FWIW, could we run the fs suite with the latest main (and changes in this PR)?

ljflores · 2023-03-15T14:18:55Z

@yuriw - were you using a custom test suite (--suite-repo, --suite-branch) by any chance?

FWIW, could we run the fs suite with the latest main (and changes in this PR)?

@vshankar yes, a custom --suite-branch was used. (cbodley:wip-qa-supported-distros)

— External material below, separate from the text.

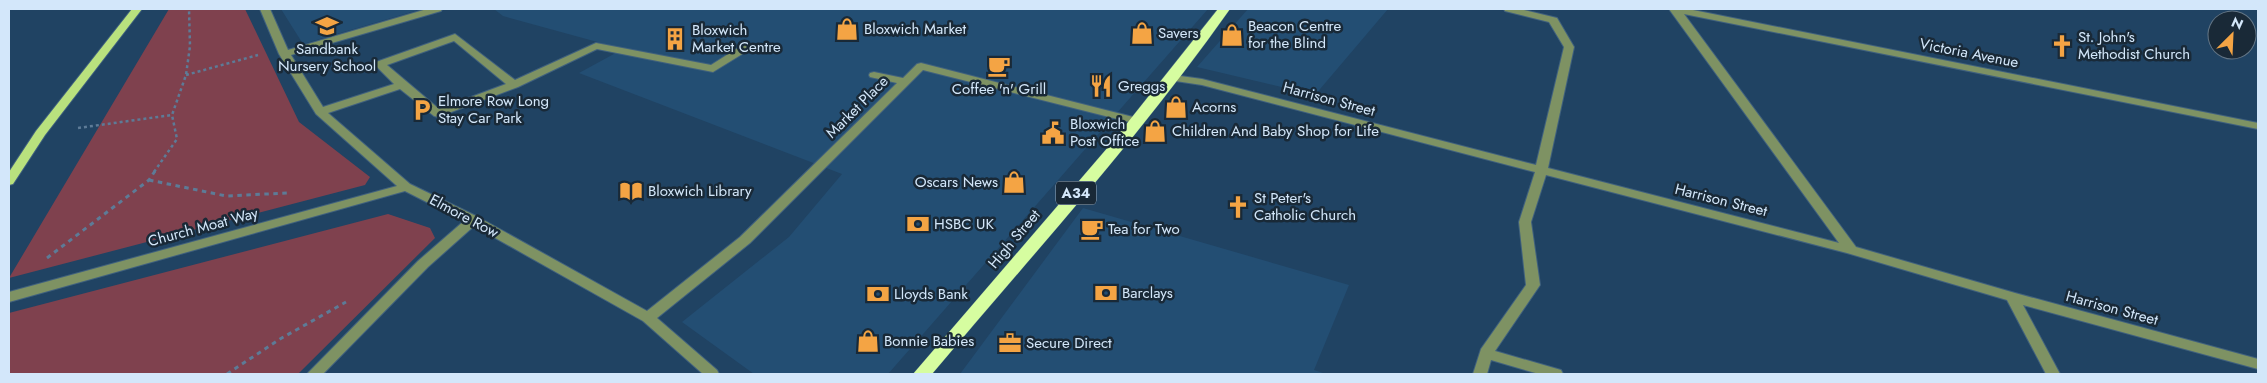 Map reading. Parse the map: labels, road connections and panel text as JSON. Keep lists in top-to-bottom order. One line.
{"streets":{"highway":["A34","High Street"],"street":["Victoria Avenue","Harrison Street","Market Place","Elmore Row","Church Moat Way"]},"crossings":[["Harrison Street","High Street"],["Market Place","Elmore Row"],["Market Place","High Street"],["Elmore Row","Church Moat Way"]],"places":{"school or university":["Sandbank Nursery School"],"shop":["Bloxwich Market","Savers","Beacon Centre for the Blind","Acorns","Children And Baby Shop for Life","Oscars News","Bonnie Babies"],"building":["Bloxwich Market Centre"],"church":["St. John's Methodist Church","St Peter's Catholic Church"],"cafe":["Coffee 'n' Grill","Tea for Two"],"restaurant":["Greggs"],"parking":["Elmore Row Long Stay Car Park"],"public building":["Bloxwich Post Office"],"library":["Bloxwich Library"],"bank":["HSBC UK","Barclays","Lloyds Bank"],"office":["Secure Direct"]},"north":"top right"}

vshankar · 2023-03-15T14:21:36Z

@yuriw - were you using a custom test suite (--suite-repo, --suite-branch) by any chance?
FWIW, could we run the fs suite with the latest main (and changes in this PR)?

@vshankar yes, a custom --suite-branch was used. (cbodley:wip-qa-supported-distros)

OK. That might explain some of the failures, but not all. I'll rerun the failed jobs in the fs suite and see how it looks.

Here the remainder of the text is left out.